::: Data records :::

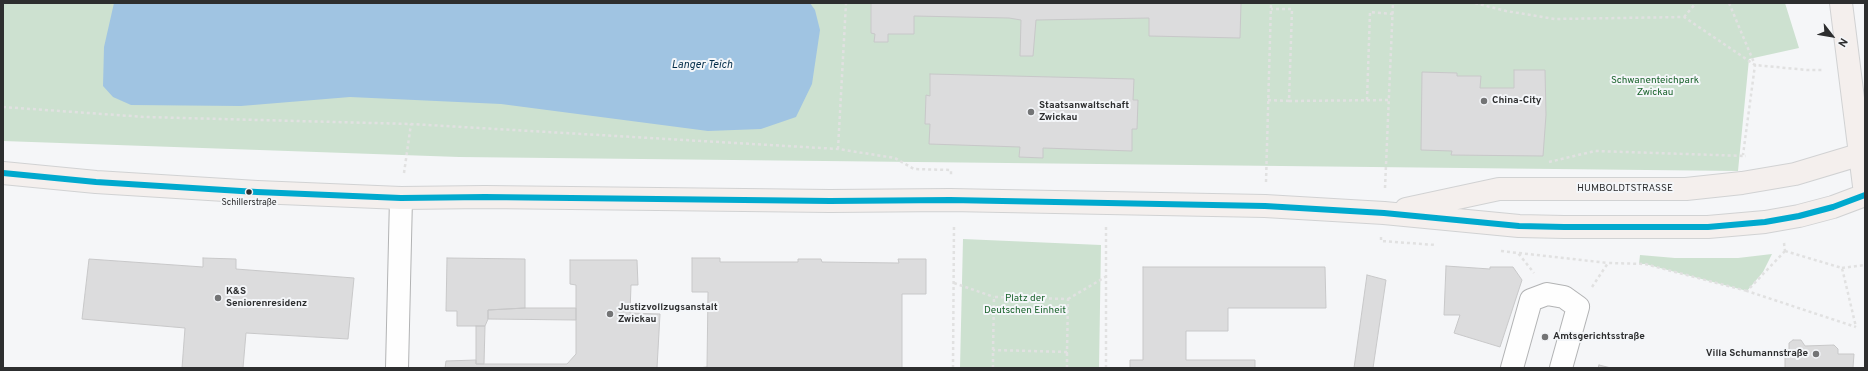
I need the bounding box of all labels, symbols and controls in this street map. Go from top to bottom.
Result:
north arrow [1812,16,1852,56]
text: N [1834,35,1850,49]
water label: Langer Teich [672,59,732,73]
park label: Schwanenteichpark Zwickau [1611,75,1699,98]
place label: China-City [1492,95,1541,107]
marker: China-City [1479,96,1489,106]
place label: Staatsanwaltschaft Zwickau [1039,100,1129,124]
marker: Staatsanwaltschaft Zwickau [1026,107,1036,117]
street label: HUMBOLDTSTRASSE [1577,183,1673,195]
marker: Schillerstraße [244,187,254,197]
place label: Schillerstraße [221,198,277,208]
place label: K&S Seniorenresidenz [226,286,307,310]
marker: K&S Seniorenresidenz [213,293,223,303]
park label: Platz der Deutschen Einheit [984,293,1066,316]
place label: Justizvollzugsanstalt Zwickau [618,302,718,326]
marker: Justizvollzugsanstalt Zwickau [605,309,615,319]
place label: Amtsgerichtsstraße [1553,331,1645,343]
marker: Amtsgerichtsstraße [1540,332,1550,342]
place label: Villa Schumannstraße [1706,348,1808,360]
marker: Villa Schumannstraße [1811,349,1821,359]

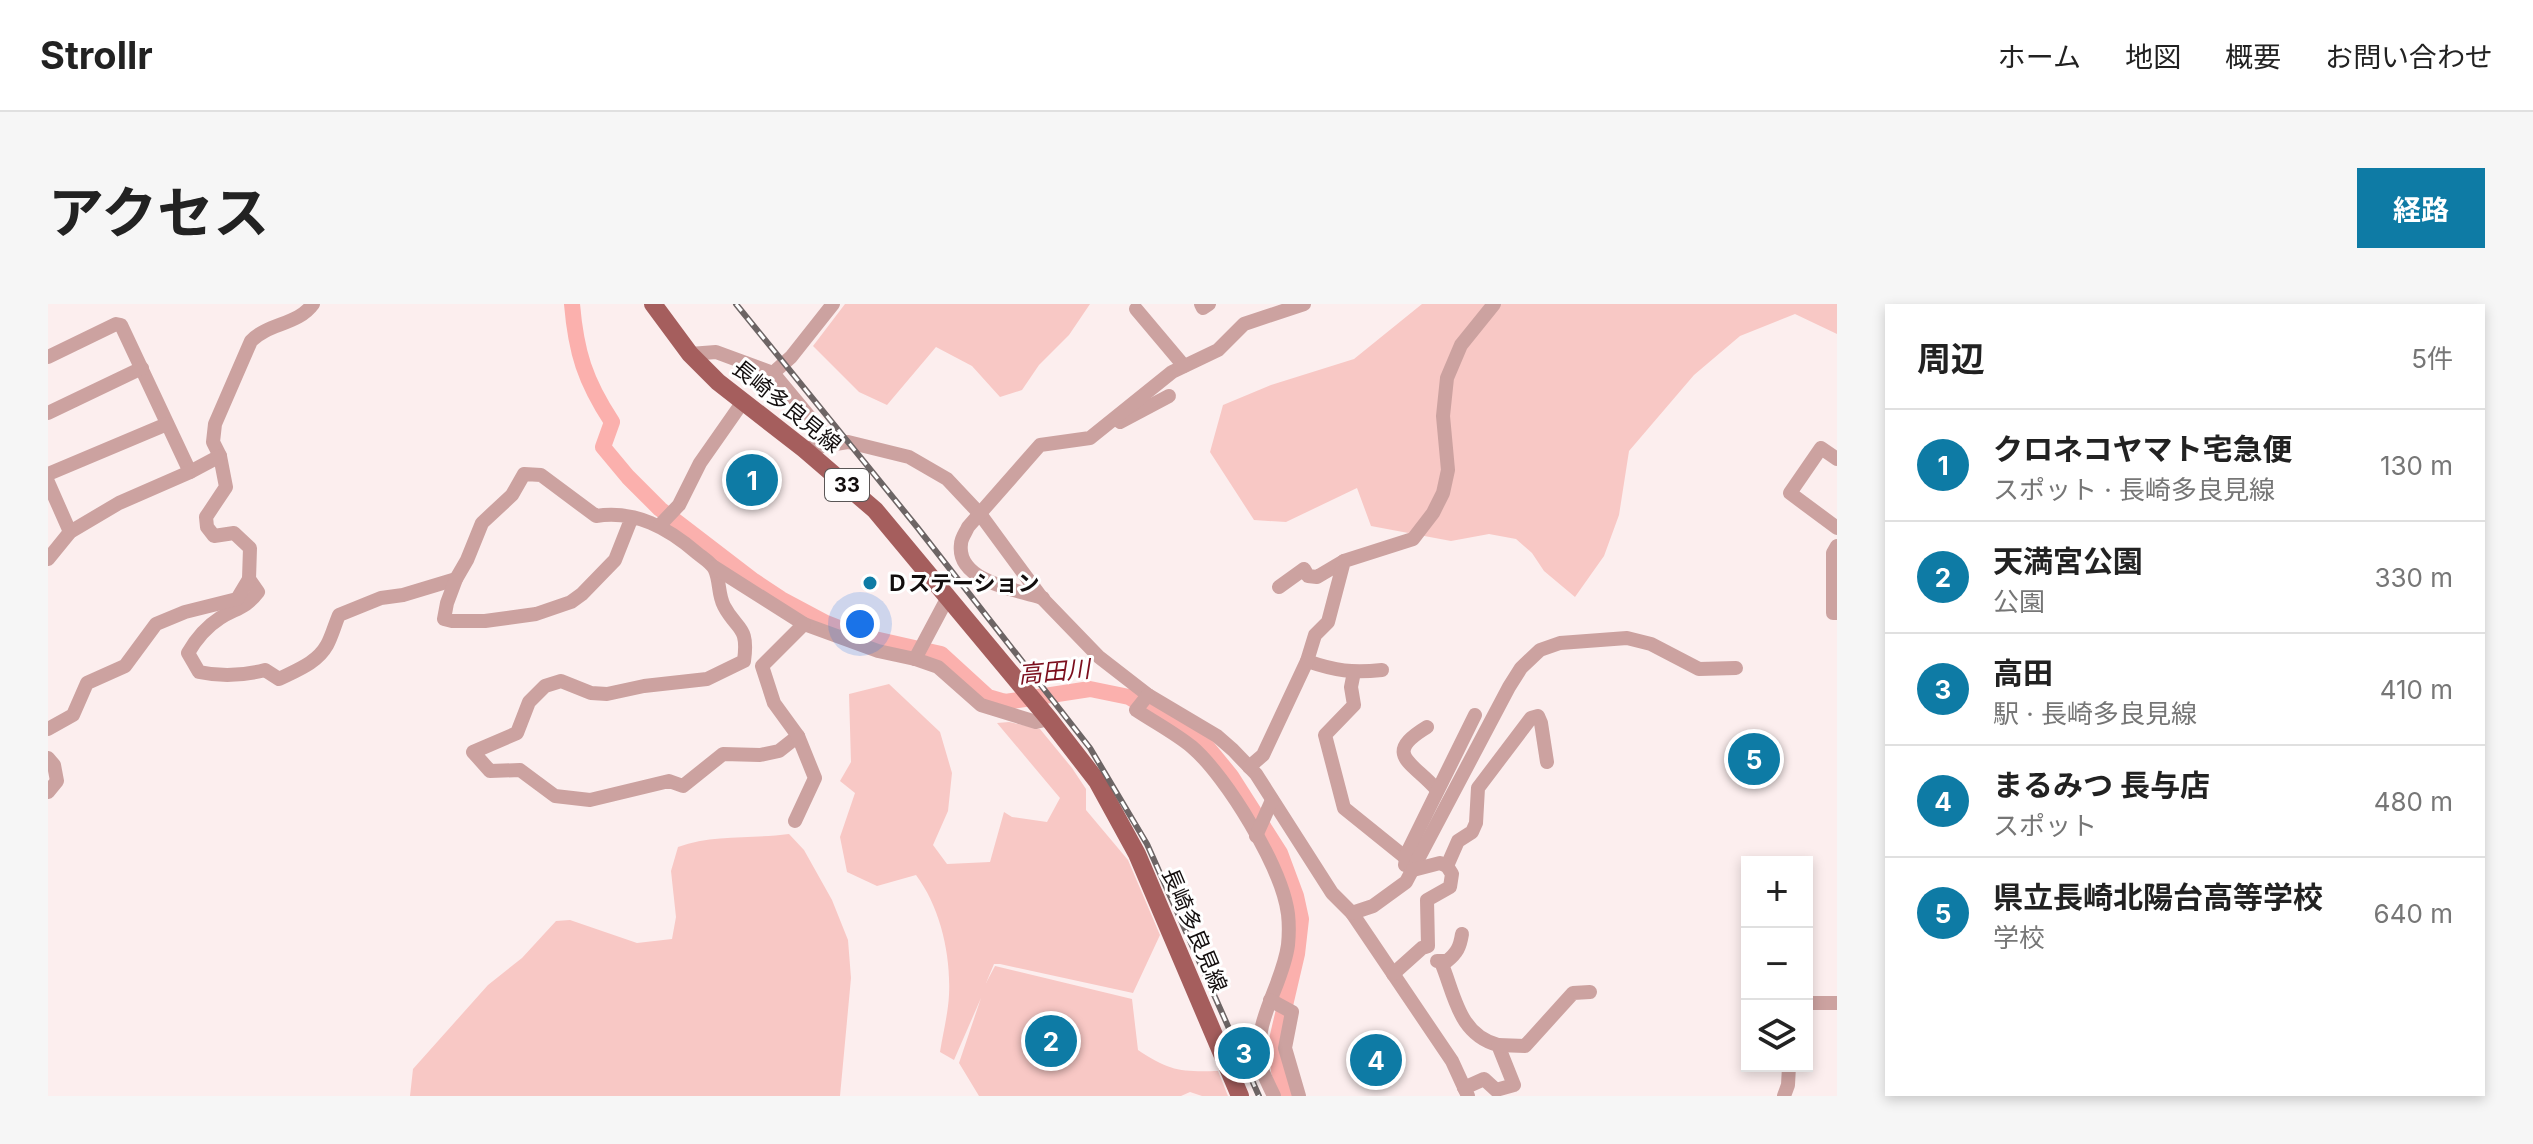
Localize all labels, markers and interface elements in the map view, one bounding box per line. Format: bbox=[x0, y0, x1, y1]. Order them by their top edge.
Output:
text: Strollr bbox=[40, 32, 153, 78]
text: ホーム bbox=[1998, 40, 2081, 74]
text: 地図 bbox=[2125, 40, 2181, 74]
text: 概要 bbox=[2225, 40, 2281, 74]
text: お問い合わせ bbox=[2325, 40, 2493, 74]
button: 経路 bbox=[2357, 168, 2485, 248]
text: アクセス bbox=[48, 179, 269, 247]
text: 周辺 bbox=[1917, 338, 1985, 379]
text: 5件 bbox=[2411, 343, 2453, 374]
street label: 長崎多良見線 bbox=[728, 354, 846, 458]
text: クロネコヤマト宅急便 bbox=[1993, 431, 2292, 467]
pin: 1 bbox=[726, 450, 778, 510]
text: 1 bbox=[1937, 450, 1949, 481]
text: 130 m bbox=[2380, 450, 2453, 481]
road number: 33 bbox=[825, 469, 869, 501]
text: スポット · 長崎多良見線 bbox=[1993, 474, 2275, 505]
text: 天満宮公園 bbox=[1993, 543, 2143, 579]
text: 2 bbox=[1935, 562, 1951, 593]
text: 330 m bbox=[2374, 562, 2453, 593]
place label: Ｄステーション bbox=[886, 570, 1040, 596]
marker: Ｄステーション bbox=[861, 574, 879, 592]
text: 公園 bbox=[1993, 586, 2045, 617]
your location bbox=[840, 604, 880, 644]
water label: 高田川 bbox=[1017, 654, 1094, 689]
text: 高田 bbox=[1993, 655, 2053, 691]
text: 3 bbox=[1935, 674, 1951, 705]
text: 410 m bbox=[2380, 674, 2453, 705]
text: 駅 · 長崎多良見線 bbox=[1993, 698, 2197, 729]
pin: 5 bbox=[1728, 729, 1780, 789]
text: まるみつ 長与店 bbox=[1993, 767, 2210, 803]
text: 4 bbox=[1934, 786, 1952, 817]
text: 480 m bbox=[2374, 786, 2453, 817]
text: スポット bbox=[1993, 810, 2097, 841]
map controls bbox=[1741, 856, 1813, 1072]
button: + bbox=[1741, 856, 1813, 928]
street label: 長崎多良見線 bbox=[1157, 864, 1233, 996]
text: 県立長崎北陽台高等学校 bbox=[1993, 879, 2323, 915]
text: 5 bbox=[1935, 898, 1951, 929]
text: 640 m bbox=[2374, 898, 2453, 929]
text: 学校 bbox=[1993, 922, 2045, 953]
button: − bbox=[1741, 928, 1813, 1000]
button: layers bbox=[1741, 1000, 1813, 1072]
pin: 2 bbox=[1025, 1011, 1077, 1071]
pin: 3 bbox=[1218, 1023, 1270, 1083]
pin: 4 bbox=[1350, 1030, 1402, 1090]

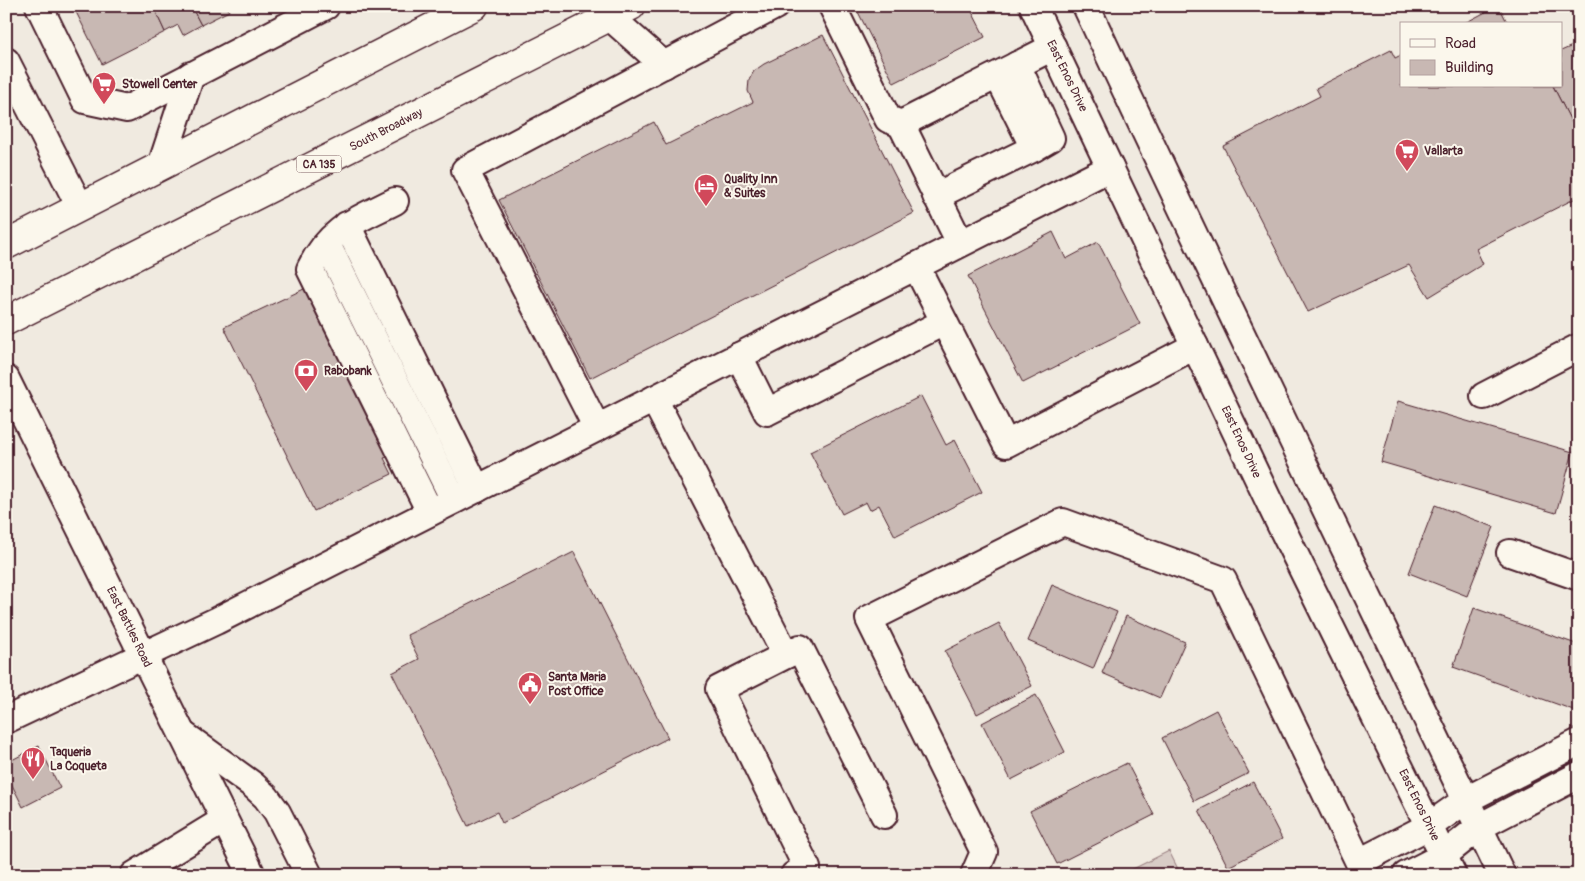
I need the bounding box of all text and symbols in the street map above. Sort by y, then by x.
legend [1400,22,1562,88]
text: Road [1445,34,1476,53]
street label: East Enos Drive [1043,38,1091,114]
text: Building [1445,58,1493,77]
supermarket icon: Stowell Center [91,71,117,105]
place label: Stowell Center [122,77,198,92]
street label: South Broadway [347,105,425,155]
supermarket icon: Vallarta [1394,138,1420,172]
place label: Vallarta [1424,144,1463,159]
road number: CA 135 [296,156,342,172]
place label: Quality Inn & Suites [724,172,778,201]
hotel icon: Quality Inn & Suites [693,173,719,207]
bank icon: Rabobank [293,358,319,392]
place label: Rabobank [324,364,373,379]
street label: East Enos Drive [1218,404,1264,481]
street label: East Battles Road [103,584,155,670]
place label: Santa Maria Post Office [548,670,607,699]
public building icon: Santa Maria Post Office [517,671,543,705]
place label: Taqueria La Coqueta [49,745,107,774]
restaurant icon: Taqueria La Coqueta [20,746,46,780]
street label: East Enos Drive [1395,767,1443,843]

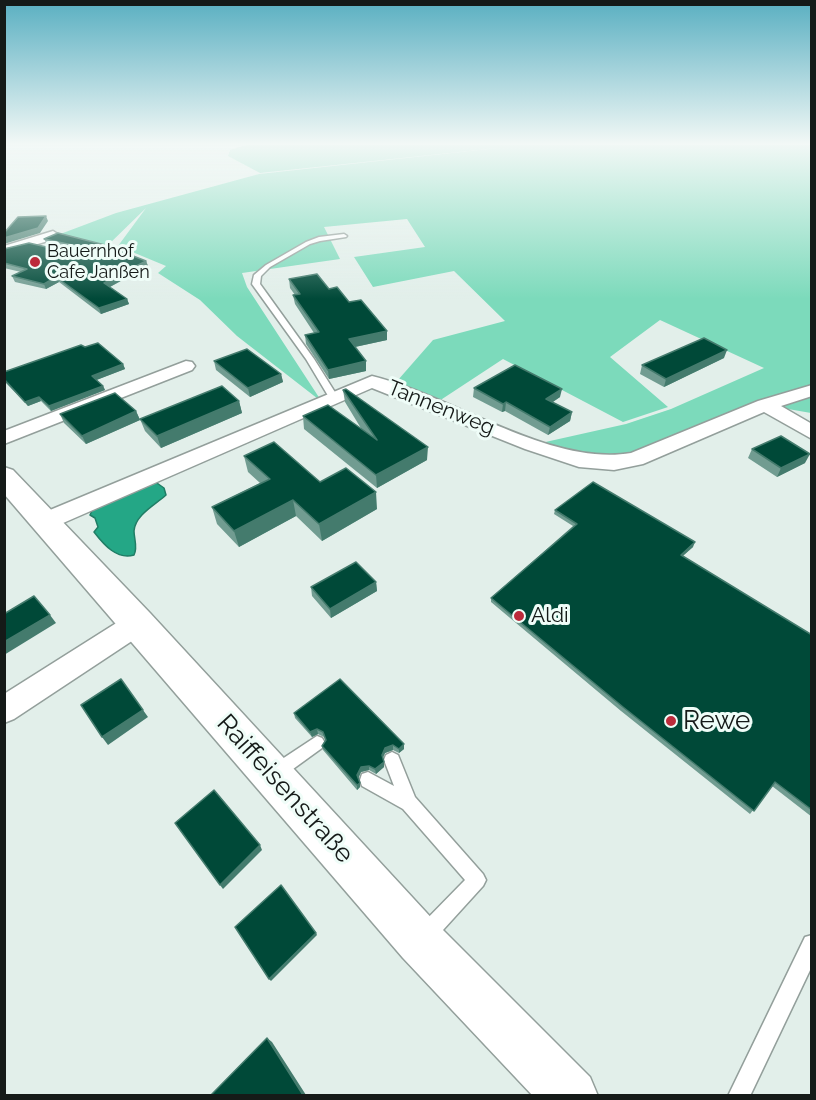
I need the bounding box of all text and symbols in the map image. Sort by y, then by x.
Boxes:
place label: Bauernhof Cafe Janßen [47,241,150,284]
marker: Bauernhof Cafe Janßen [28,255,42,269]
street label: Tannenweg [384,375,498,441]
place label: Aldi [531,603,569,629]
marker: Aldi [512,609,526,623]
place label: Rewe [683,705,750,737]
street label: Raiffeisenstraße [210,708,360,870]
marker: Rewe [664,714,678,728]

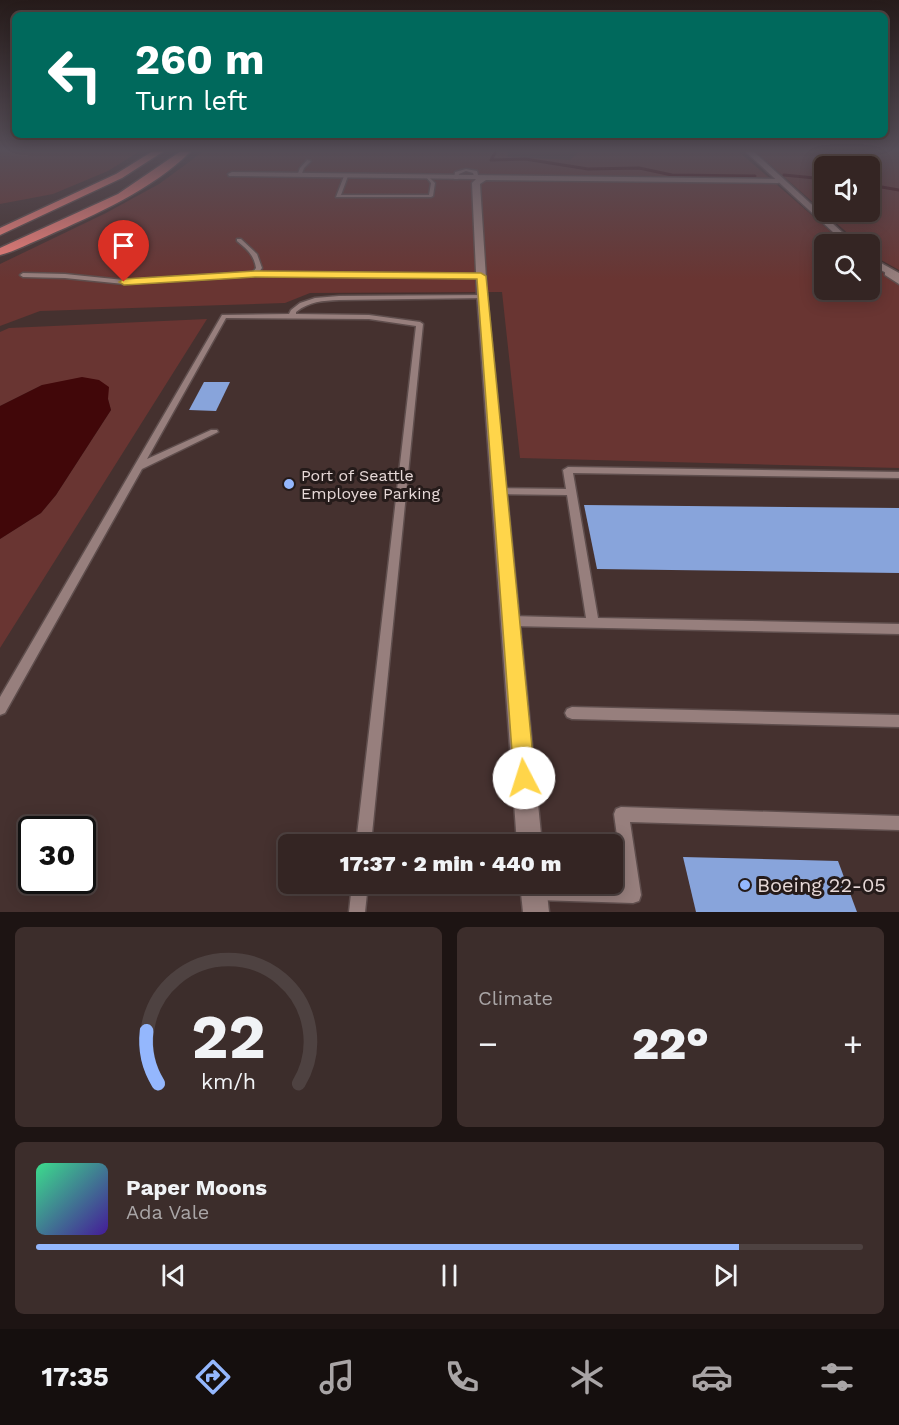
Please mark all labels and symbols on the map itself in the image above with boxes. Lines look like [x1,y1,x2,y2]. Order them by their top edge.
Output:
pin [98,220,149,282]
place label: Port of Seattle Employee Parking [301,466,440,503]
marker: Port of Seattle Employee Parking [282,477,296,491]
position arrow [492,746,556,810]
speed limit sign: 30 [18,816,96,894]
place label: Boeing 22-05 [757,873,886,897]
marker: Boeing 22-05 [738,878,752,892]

:::

* _Work to complete_:
Within the listing above, the lines starting at the one containing "image. Sort by y, then by x." and ending at the one containing "Please mark all" are to be returned exactly. Omit the pictures.

* _Exercise result_:
I need the bounding box of all text and symbols in the map image. Sort by y, then by x.
Boxes:
place label: Bauernhof Cafe Janßen [47,241,150,284]
marker: Bauernhof Cafe Janßen [28,255,42,269]
street label: Tannenweg [384,375,498,441]
place label: Aldi [531,603,569,629]
marker: Aldi [512,609,526,623]
place label: Rewe [683,705,750,737]
street label: Raiffeisenstraße [210,708,360,870]
marker: Rewe [664,714,678,728]

Please mark all labels and symbols on the map itself in the image above with boxes. Lines look like [x1,y1,x2,y2]. Order them by their top edge.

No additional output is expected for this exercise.